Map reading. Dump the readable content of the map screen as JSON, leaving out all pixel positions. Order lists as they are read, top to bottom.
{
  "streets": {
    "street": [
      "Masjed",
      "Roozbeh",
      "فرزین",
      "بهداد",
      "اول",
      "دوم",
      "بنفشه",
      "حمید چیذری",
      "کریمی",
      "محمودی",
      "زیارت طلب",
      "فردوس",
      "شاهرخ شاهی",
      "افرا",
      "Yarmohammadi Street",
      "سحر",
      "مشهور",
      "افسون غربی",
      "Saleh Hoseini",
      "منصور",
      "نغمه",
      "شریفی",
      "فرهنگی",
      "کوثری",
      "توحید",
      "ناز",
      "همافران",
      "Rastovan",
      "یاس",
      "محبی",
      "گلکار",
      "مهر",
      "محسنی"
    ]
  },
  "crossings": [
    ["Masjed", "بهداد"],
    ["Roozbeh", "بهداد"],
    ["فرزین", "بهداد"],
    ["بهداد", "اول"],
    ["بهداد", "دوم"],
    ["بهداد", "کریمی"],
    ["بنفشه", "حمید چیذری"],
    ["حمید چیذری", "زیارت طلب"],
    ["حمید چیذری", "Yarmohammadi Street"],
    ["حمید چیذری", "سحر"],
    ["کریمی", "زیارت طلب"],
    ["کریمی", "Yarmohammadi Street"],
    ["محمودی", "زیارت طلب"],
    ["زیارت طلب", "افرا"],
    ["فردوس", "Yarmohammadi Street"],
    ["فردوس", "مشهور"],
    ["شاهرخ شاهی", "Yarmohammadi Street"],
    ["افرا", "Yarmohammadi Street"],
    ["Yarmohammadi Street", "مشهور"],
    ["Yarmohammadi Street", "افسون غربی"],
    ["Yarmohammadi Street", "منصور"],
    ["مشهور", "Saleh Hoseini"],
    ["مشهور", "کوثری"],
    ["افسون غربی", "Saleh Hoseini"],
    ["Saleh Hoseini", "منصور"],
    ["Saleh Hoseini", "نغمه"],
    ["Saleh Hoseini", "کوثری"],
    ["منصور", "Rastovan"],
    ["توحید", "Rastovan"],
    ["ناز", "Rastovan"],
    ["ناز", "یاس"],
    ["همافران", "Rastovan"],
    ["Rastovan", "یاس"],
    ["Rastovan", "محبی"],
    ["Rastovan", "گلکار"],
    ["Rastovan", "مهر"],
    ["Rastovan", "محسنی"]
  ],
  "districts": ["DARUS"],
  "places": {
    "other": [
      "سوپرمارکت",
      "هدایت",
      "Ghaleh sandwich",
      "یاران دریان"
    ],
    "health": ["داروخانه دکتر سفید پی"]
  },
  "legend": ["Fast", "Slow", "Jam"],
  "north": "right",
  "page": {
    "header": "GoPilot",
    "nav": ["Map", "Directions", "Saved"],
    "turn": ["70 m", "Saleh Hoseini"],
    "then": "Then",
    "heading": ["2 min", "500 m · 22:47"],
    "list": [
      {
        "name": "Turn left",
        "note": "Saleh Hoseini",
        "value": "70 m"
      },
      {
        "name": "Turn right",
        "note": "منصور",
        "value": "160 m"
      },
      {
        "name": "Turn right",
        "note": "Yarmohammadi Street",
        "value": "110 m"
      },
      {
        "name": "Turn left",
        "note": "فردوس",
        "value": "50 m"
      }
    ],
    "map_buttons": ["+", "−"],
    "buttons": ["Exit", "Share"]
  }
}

....

* Work instructions *
Within the data above, how many lines contain the word "بهداد"? Write only the number.

* Task solution *
7